Migranti pagano per andare in Francia, ma si ritrovano in Lombardia: i Carabinieri denunciano un passeur/I dettagli

Provincia

Il reo è stato deferito in stato di libertà per soggiorno irregolare nel territorio nazionale e favoreggiamento dell’immigrazione clandestina.

I Carabinieri del N.O.R.M. della Compagnia di Ventimiglia hanno denunciato un 22enne sudanese, irregolare sul territorio nazionale, ritenuto responsabile di favoreggiamento dell’immigrazione clandestina.

I militari, impiegati in servizio in controllo del territorio nei pressi della stazione ferroviaria, hanno proceduto all’identificazione di alcuni stranieri. Tra questi, uno di origine centrafricana, regolarmente soggiornante sul territorio nazionale, ha riferito di essere stato vittima di “truffa”, precisando di aver pagato 50 Euro ad uno straniero per essere trasportato oltre il confine italo-francese, e di essersi trovato, con altri migranti, in provincia di Pavia.

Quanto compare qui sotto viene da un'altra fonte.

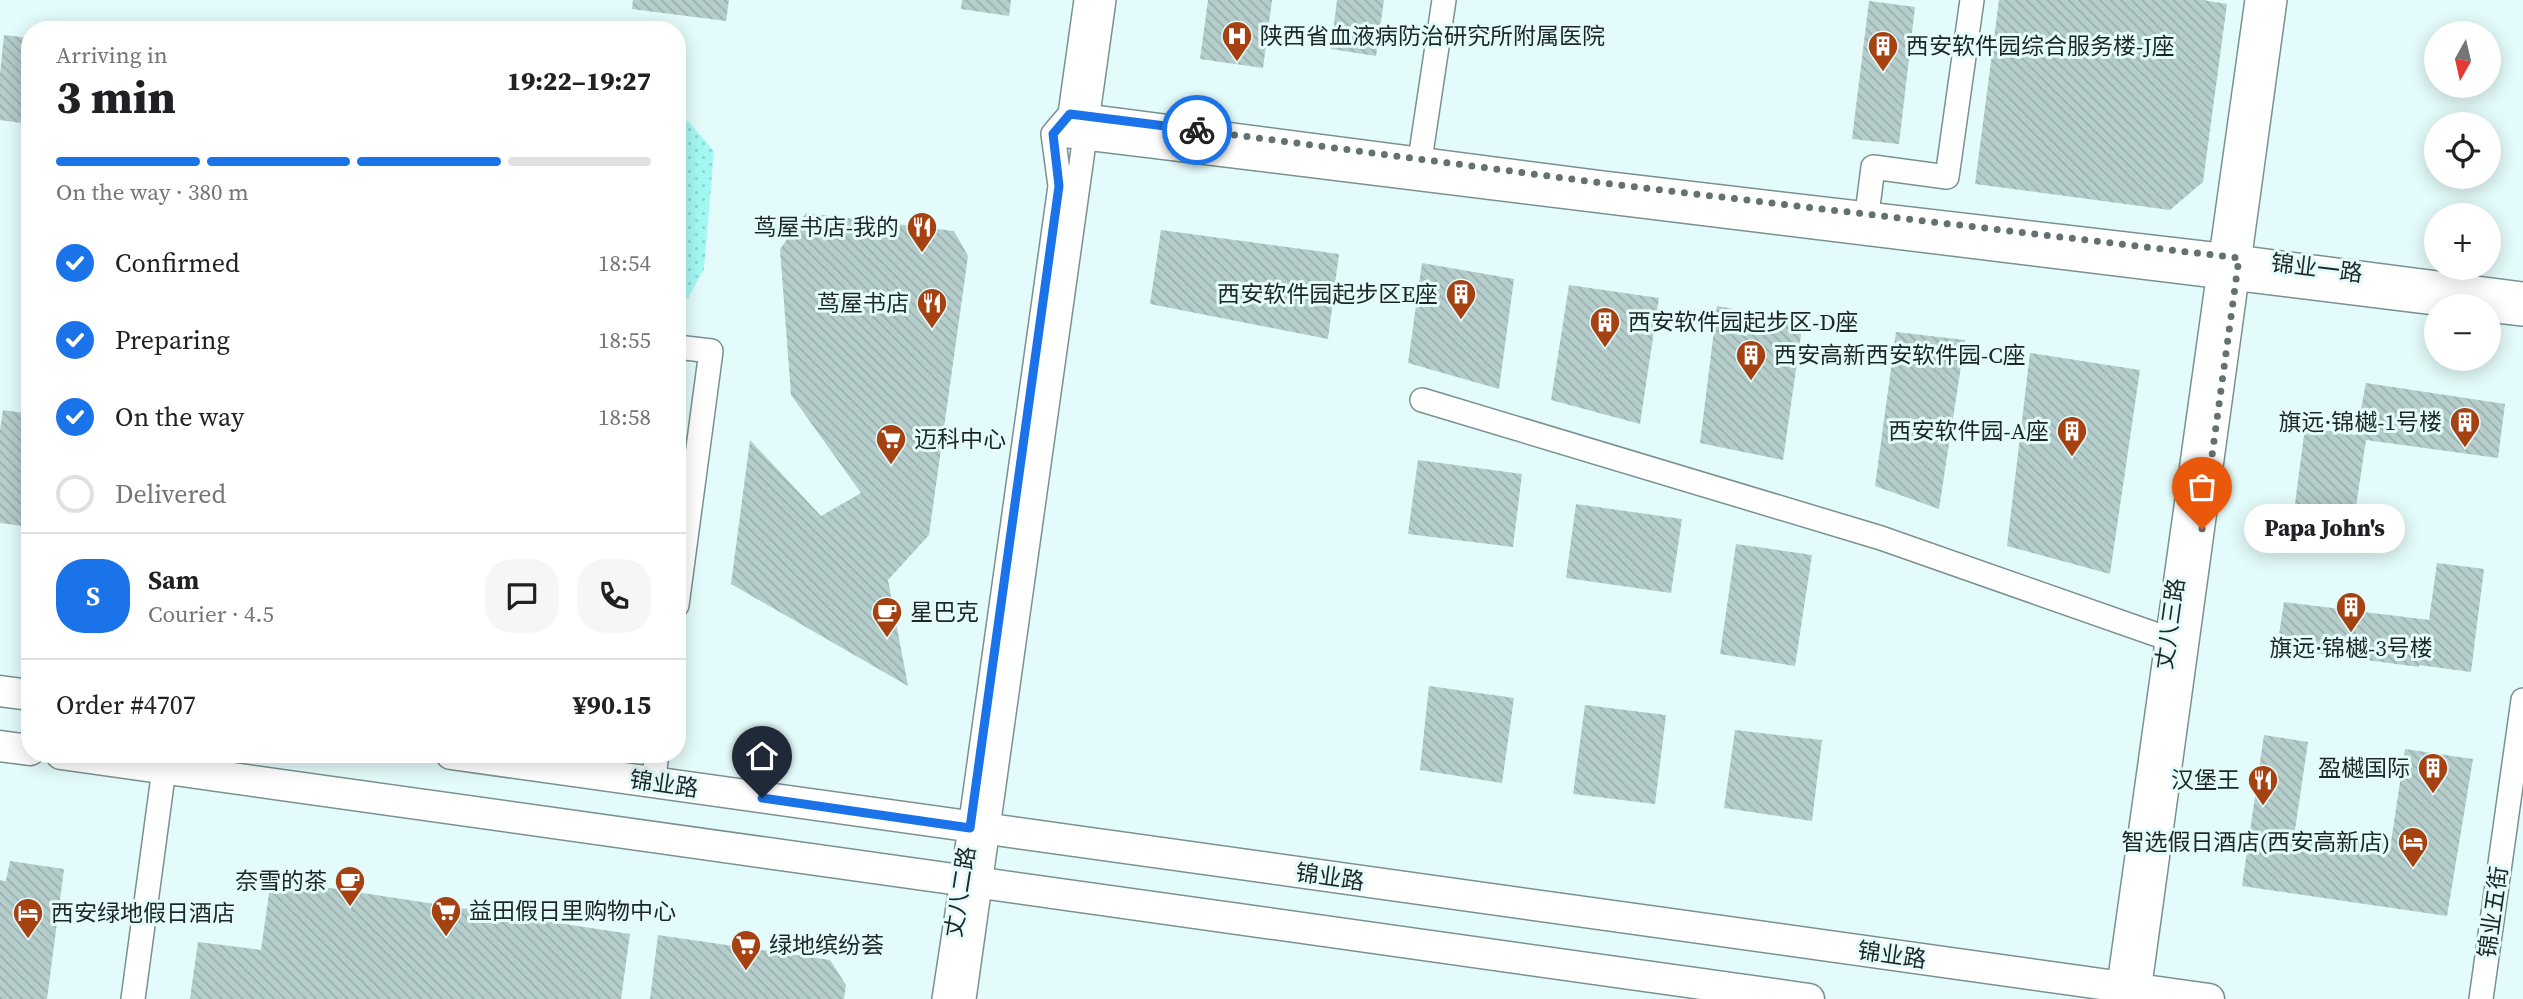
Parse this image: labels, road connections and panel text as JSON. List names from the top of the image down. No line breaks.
{"streets":{"main road":["锦业路"],"street":["锦业一路","丈八三路","丈八二路","锦业五街"]},"crossings":[["锦业一路","丈八三路"],["锦业一路","丈八二路"],["丈八三路","锦业路"],["锦业路","丈八二路"]],"places":{"hospital":["陕西省血液病防治研究所附属医院"],"building":["西安软件园综合服务楼-J座","西安软件园起步区E座","西安软件园起步区-D座","西安高新西安软件园-C座","旗远·锦樾-1号楼","西安软件园-A座","旗远·锦樾-3号楼","盈樾国际"],"restaurant":["茑屋书店-我的","茑屋书店","汉堡王"],"supermarket":["迈科中心","益田假日里购物中心","绿地缤纷荟"],"other":["Papa John's"],"cafe":["星巴克","奈雪的茶"],"hotel":["智选假日酒店(西安高新店)","西安绿地假日酒店"]},"north":"bottom","page":{"map_buttons":["+","−"],"heading":["3 min","Arriving in","19:22–19:27"],"panel":["Sam","Courier · 4.5","Order #4707","¥90.15"],"bar":"On the way · 380 m","list":[["Confirmed","18:54"],["Preparing","18:55"],["On the way","18:58"],"Delivered"],"bubble":"Papa John's","round":"S"}}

I militari hanno così eseguito i primi accertamenti ed hanno appreso che, nel pomeriggio, i Carabinieri della Compagnia di Stradella (PV) erano intervenuti su richiesta di un autotrasportatore che, aprendo il portellone del proprio camion, aveva rinvenuto alcuni migranti all’interno, immediatamente fuggiti.

Sulla base delle indicazioni fornite, i militari dell’Arma intemelia hanno avviato immediate progressioni investigative, identificando il “passeur” in un cittadino sudanese il quale, dopo aver concordato il prezzo, aveva fatto salire i migranti su un veicolo momentaneamente incustodito in sosta all’autoporto di Ventimiglia.

Il camion in realtà era proveniente dalla Spagna e diretto in Lombardia dove, appunto, il conducente del mezzo ha scoperto cinque persone stipate nel vano di carico: uno di questi è rientrato immediatamente a Ventimiglia e qui è stato identificato dai Carabinieri della Compagnia intemelia.

Il reo è stato deferito in stato di libertà per soggiorno irregolare nel territorio nazionale e favoreggiamento dell’immigrazione clandestina, ma dovrà rispondere anche per le false attestazioni fornite ai militari al momento dell’identificazione, avendo tentato – invano – di spacciarsi per minorenne.